S先生が次のような話を聞かせてくれました。
「通園バスの当番のとき、卒園生が私を待っていて、封筒に入れた手紙をくれたんです。見たら3枚にもわたっていろいろ書いてあってとても嬉しかったです。それにしても、4月に入学したばかりでもうこんなに文が書けるようになって、すごいなと思いました。」
自分からどんどん話すタイプではなく、どちらかといえば大人しいお子さんだったとのことでした。だから、3枚もの手紙を書いて渡してくれたことに、先生は驚いたし嬉しかったのでしょう。
私は、
「きっとそのお子さんは、もともと心の中には言葉がたくさんあったのだと思いますよ。

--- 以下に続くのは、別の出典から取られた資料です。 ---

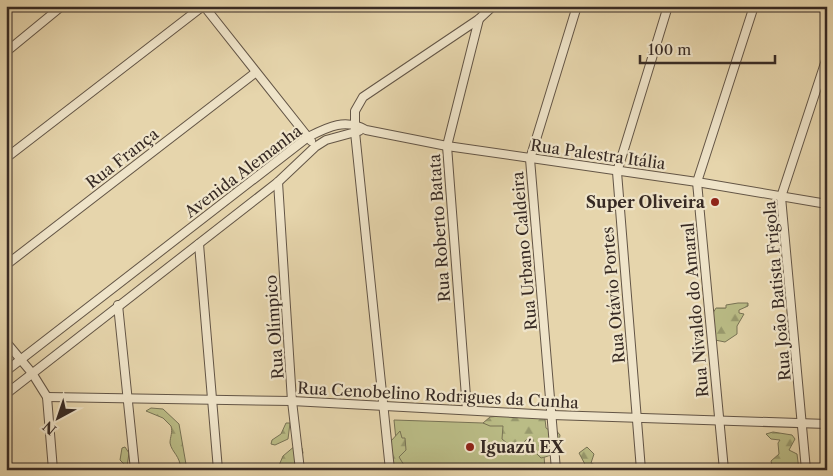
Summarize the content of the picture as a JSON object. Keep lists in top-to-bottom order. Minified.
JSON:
{"streets":{"street":["Rua Palestra Itália","Rua França","Avenida Alemanha","Rua Roberto Batata","Rua Urbano Caldeira","Rua João Batista Frigola","Rua Otávio Portes","Rua Nivaldo do Amaral","Rua Olímpico","Rua Cenobelino Rodrigues da Cunha"]},"crossings":[["Rua Palestra Itália","Avenida Alemanha"],["Rua Palestra Itália","Rua Roberto Batata"],["Rua Palestra Itália","Rua Urbano Caldeira"],["Rua Palestra Itália","Rua João Batista Frigola"],["Rua Palestra Itália","Rua Otávio Portes"],["Rua Palestra Itália","Rua Nivaldo do Amaral"],["Avenida Alemanha","Rua Olímpico"],["Rua Roberto Batata","Rua Cenobelino Rodrigues da Cunha"],["Rua Urbano Caldeira","Rua Cenobelino Rodrigues da Cunha"],["Rua João Batista Frigola","Rua Cenobelino Rodrigues da Cunha"],["Rua Otávio Portes","Rua Cenobelino Rodrigues da Cunha"],["Rua Nivaldo do Amaral","Rua Cenobelino Rodrigues da Cunha"],["Rua Olímpico","Rua Cenobelino Rodrigues da Cunha"]],"places":["Super Oliveira","Iguazú EX"],"scale_bar":"100 m","north":"bottom left"}
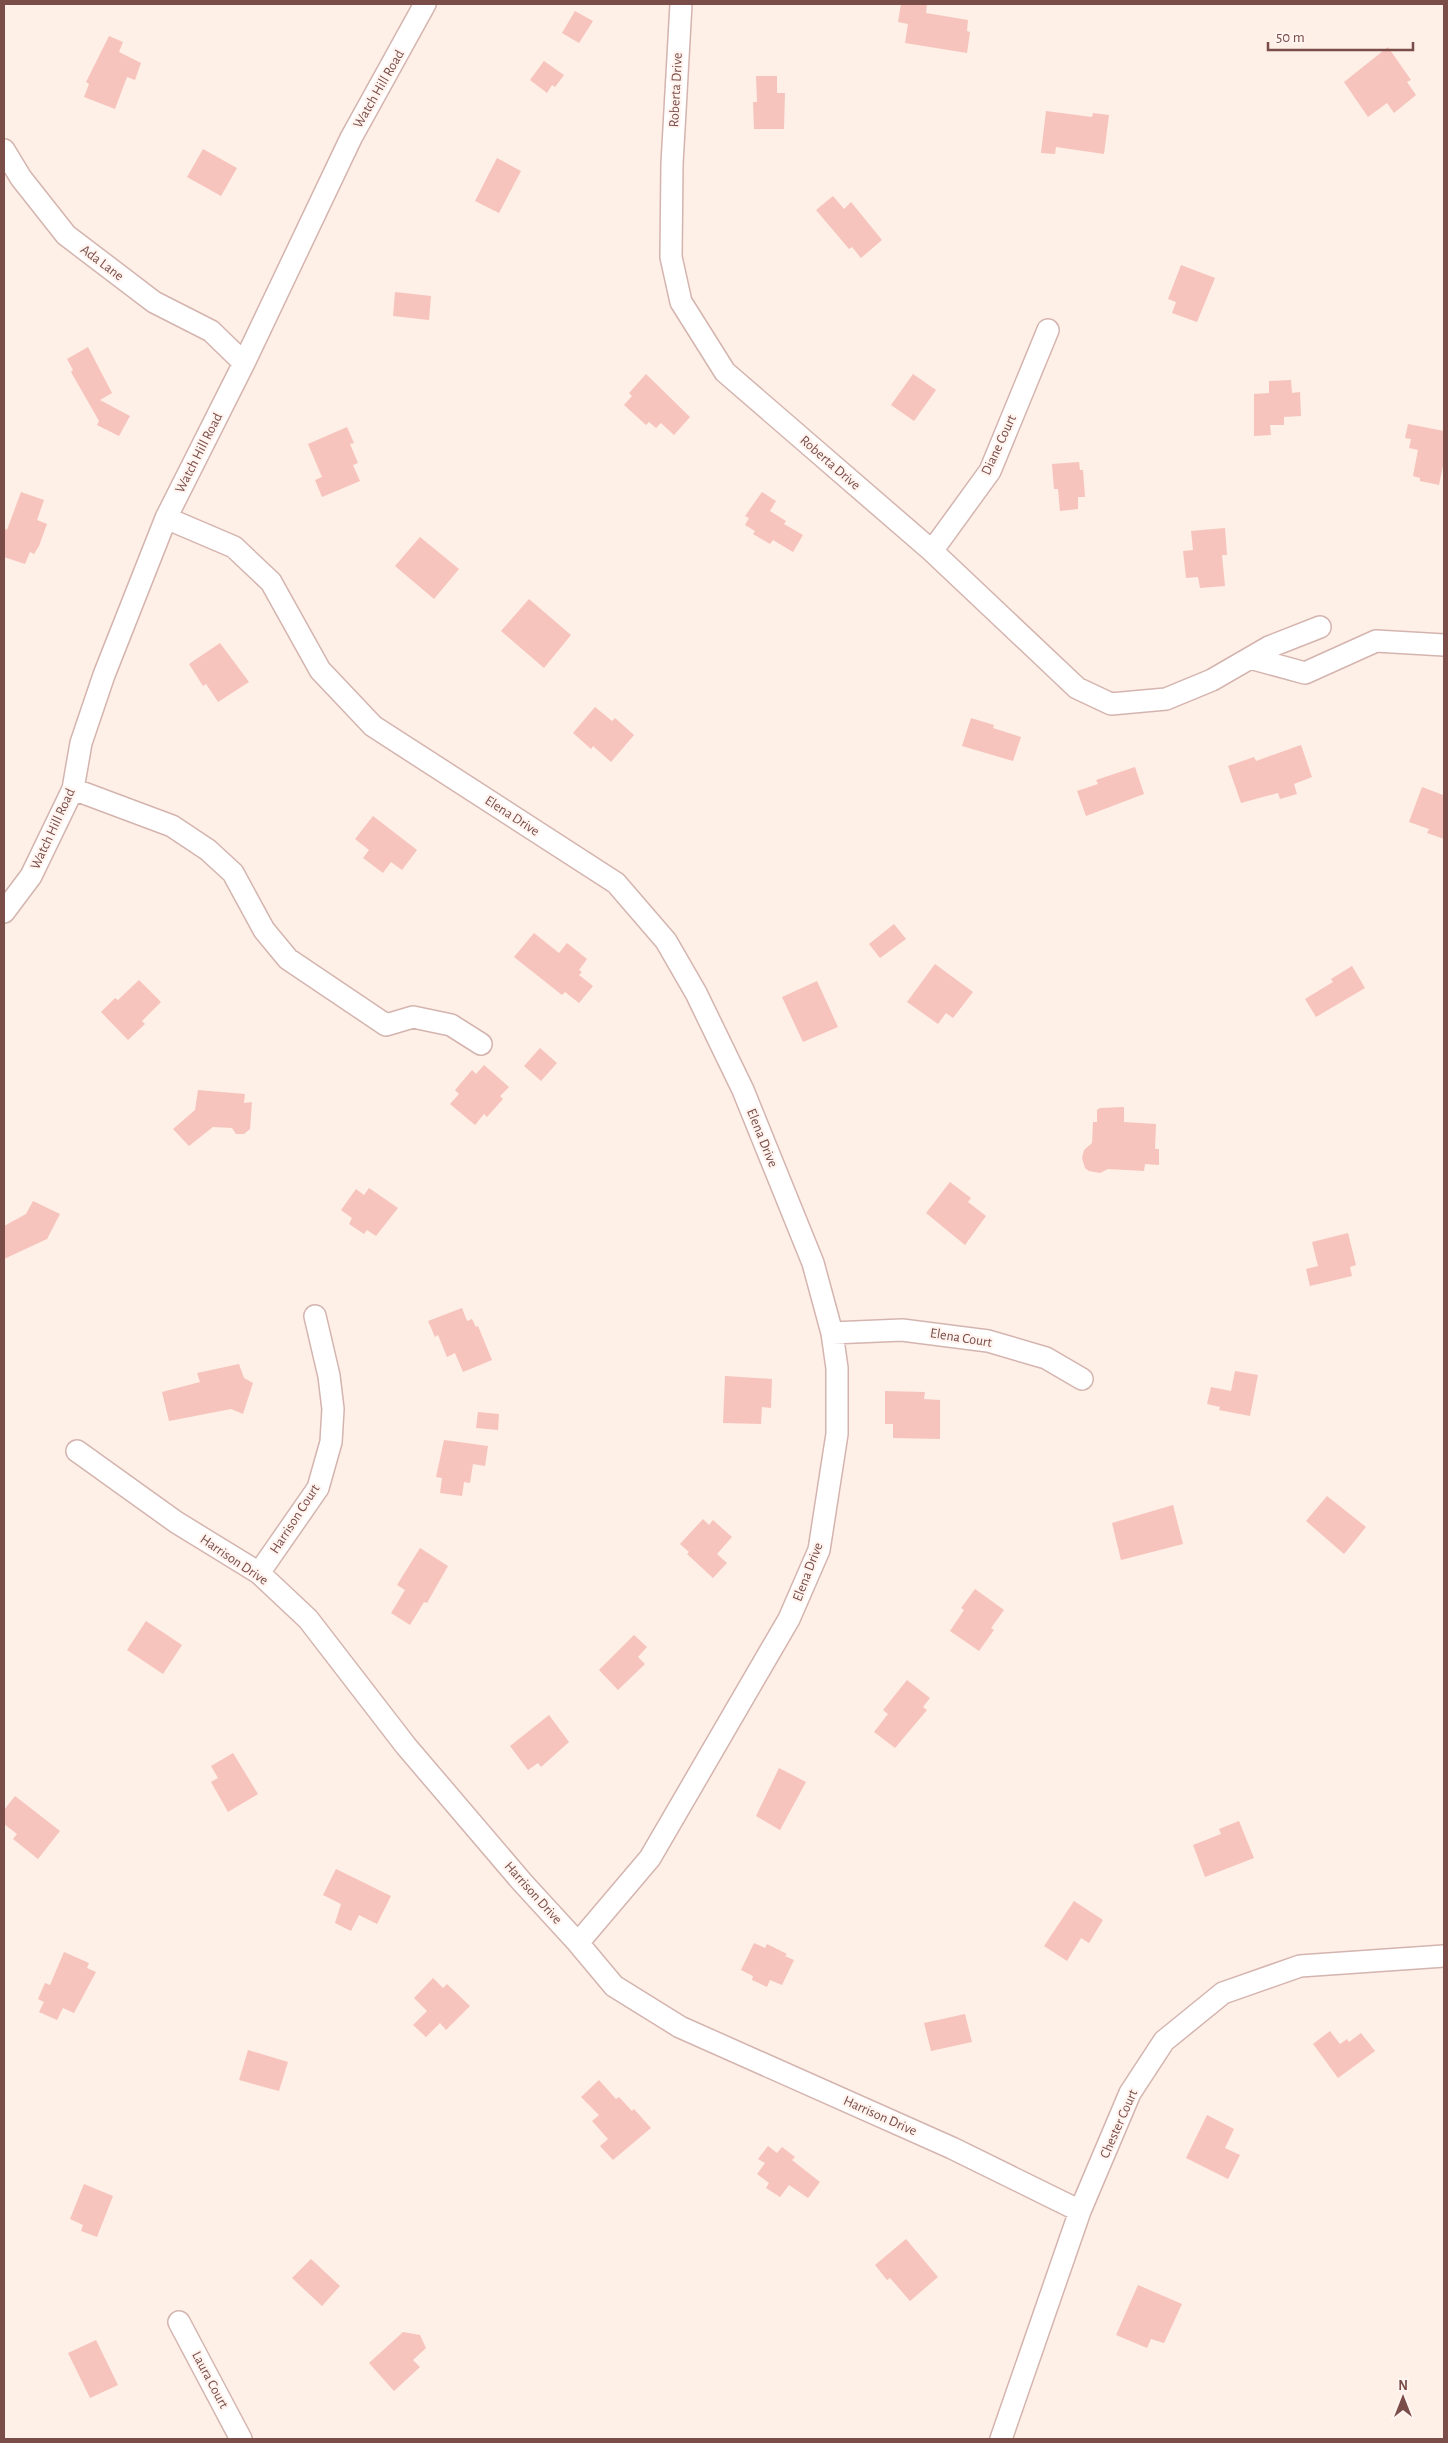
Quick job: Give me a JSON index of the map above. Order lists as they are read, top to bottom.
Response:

小学校へ入って字を習い、文を書くことを習いということがあって、何か自分で先生に書いてみたくなったのでしょう。」
と、話しました。
そのお子さんが手紙を書いたことにはたくさんの意味があります。まず先生に大変親しみを持っていたこと、次にお話ししたい(書いて知らせたい)ことがいっぱいあったこと、そして相手に伝えるための手段を学習しそれが身に付いてきていることです。
文字を習い文の書き方を習ったからといって、文章表現をするようになるわけではありません。日々出会う事柄に心が揺さぶられ楽しかったり嬉しかったり疑問に感じたり不思議に思ったり・・、そうした柔らかな感性の上に、文字というアイテムへの知的な関心が加わって初めてこの話の中の手紙につながるのだと私は思うのです。
幼稚園では、なにをはぐくむことが大切なのか、この話はそれを教えてくれます。